When it came to end-to-end delivery rates for our novel Dynamic Clique routing protocol, our high-fidelity simulations showed that Amigo achieves 95% or higher rates on multiple mobility models while sending far fewer messages than traditional flooding approaches.

The table below depicts how different routing protocols fared under different mobility models. This table shows the total message packets send under each message propogation strategy during the duration of our simulation. The green check indicates whether or not a consistent cryptographic group state was achieved by the end of the simulation. The values within parentheses are message delivery rates. It is interesting to note that in certain mobility models, none of the protocols fared very well. Additionally, in many of the mobility models, traditional flooding did not fare as well as we expected. This was surprising and leads us to an important takeaway.
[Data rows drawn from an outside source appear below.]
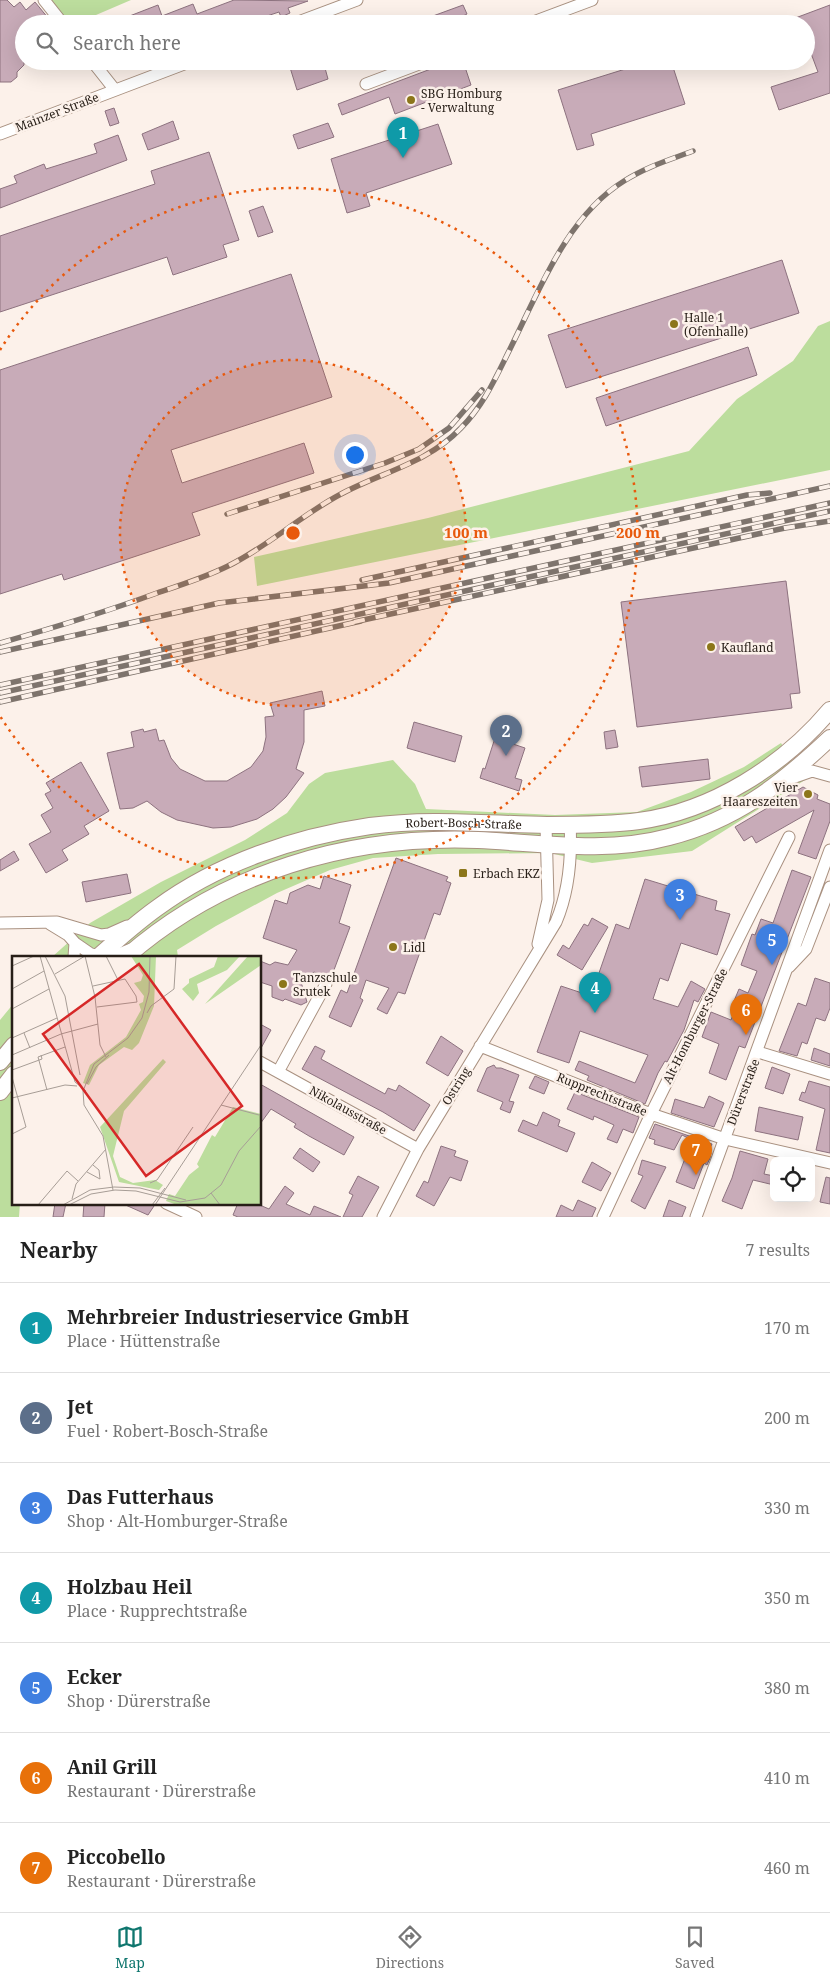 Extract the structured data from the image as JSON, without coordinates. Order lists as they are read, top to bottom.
{
  "streets": {
    "main road": ["Robert-Bosch-Straße"],
    "street": [
      "Mainzer Straße",
      "Alt-Homburger-Straße",
      "Ostring",
      "Dürerstraße",
      "Rupprechtstraße",
      "Nikolausstraße"
    ]
  },
  "crossings": [
    ["Robert-Bosch-Straße", "Ostring"],
    ["Alt-Homburger-Straße", "Rupprechtstraße"],
    ["Ostring", "Rupprechtstraße"],
    ["Ostring", "Nikolausstraße"],
    ["Dürerstraße", "Rupprechtstraße"]
  ],
  "places": {
    "other": [
      "SBG Homburg - Verwaltung",
      "Halle 1 (Ofenhalle)",
      "Kaufland",
      "Vier Haareszeiten",
      "Lidl",
      "Tanzschule Srutek"
    ],
    "transit": ["Erbach EKZ"]
  },
  "page": {
    "search": "Search here",
    "pins": [
      "1",
      "2",
      "3",
      "5",
      "4",
      "6",
      "7"
    ],
    "heading": ["Nearby", "7 results"],
    "list": [
      {
        "mark": "1",
        "name": "Mehrbreier Industrieservice GmbH",
        "note": "Place · Hüttenstraße",
        "value": "170 m"
      },
      {
        "mark": "2",
        "name": "Jet",
        "note": "Fuel · Robert-Bosch-Straße",
        "value": "200 m"
      },
      {
        "mark": "3",
        "name": "Das Futterhaus",
        "note": "Shop · Alt-Homburger-Straße",
        "value": "330 m"
      },
      {
        "mark": "4",
        "name": "Holzbau Heil",
        "note": "Place · Rupprechtstraße",
        "value": "350 m"
      },
      {
        "mark": "5",
        "name": "Ecker",
        "note": "Shop · Dürerstraße",
        "value": "380 m"
      },
      {
        "mark": "6",
        "name": "Anil Grill",
        "note": "Restaurant · Dürerstraße",
        "value": "410 m"
      },
      {
        "mark": "7",
        "name": "Piccobello",
        "note": "Restaurant · Dürerstraße",
        "value": "460 m"
      }
    ],
    "nav": ["Map", "Directions", "Saved"]
  },
  "rings": ["100 m", "200 m"]
} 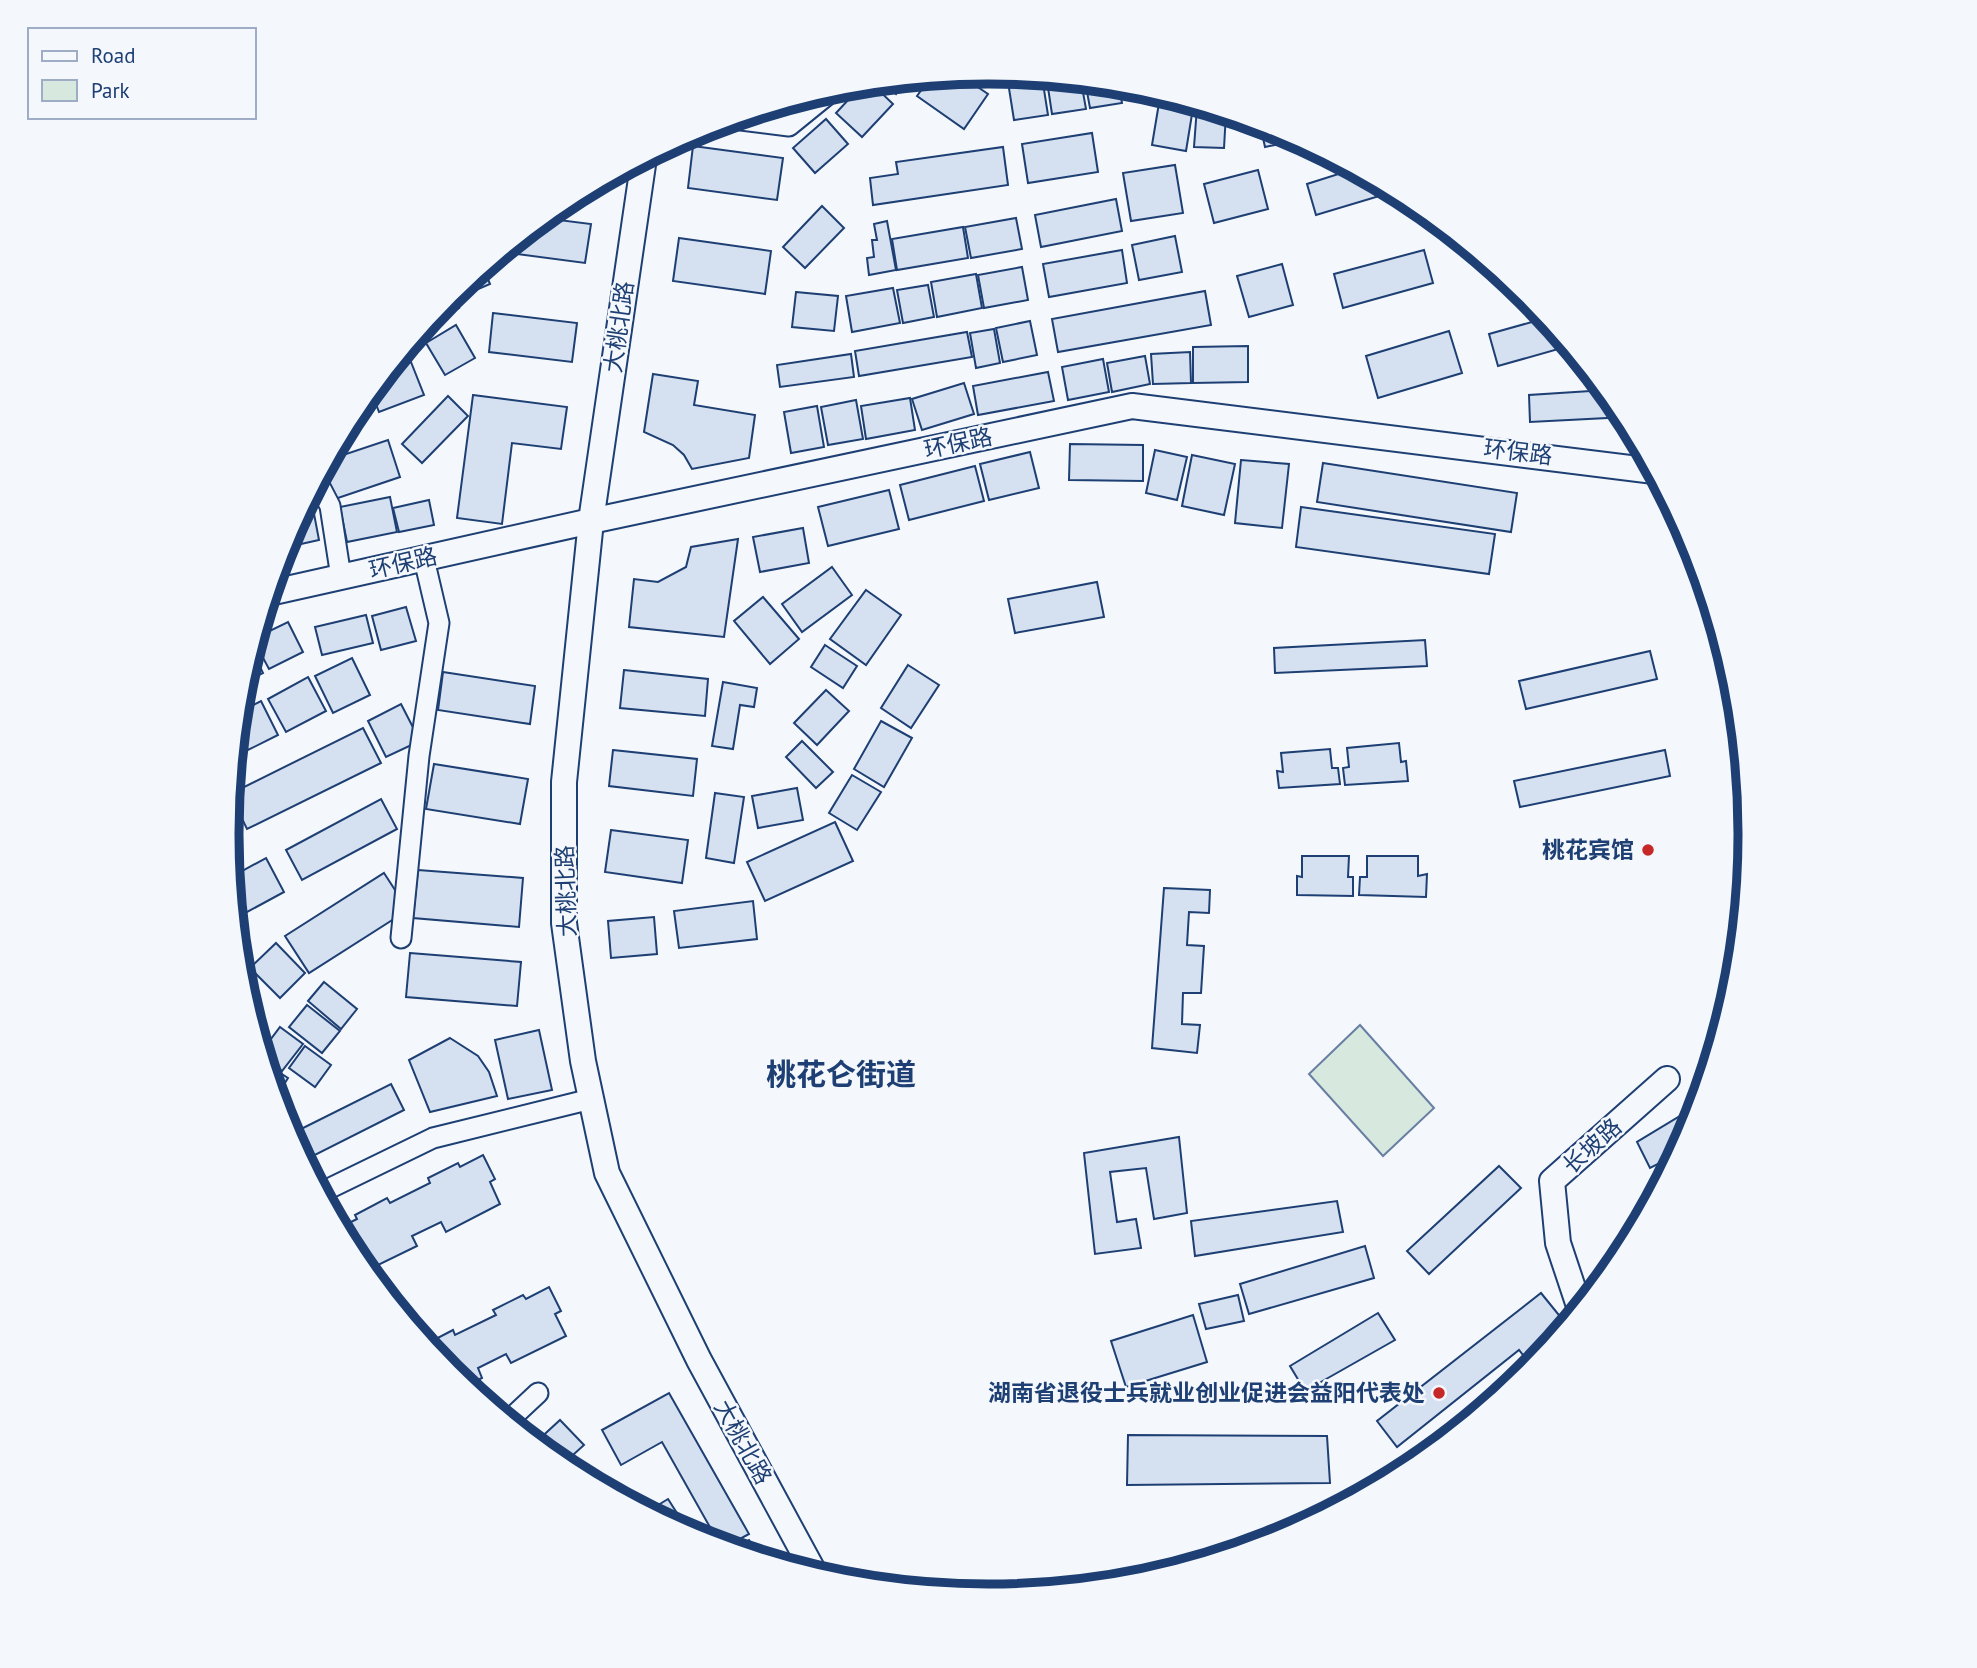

Future work in this space needs to more adequately consider the complexities of mesh networking. Prior work, and we too at the beginning of this journey, assumed that the majority of the work was in the cryptography. However, the cryptography is only as effective as the underlying mesh that supports it. The reliability of the network impacts the reliability of key management. Lower layer complexities like network collisions, exacerbated by densely-packed environments, and complex mobility patterns can lead to network conditions that make building secure communication tools over a mesh non-trival. There is still a lot of work to be done in designing mesh routing algorithmns that can be effective in large-scale Internet shutdown settings: designing tooling that can support large-scale realistic simulations, algorithms that adjust to network congestion, and protocols that are robust to movement patterns.

TL;DR

To keep it short and sweet:

1. Protesters living under authoritarian regimes require secure ways of communicating within groups during Internet shutdowns.
2. Amigo combines a novel continous group key agreement protocol and a novel Dynamic Clique routing protocol to enable secure group communication over a mesh network.
3. Our simulations and benchmarks show that while Amigo contributes a positive step forward in this space, more work needs to be done to solve the complexities of secure mesh communication in large-scale protest scenarios.

Our paper is a part of the proceedings of the 2025 ACM SIGSAC Conference on Computer and Communications Security (CCS '25). You can find the full version of the paper on ePrint. If you would like to run our experiments and explore the codebase yourself, you can also find our benchmarking code and simulations on GitHub. We included detailed instructions and self-contained Docker environments.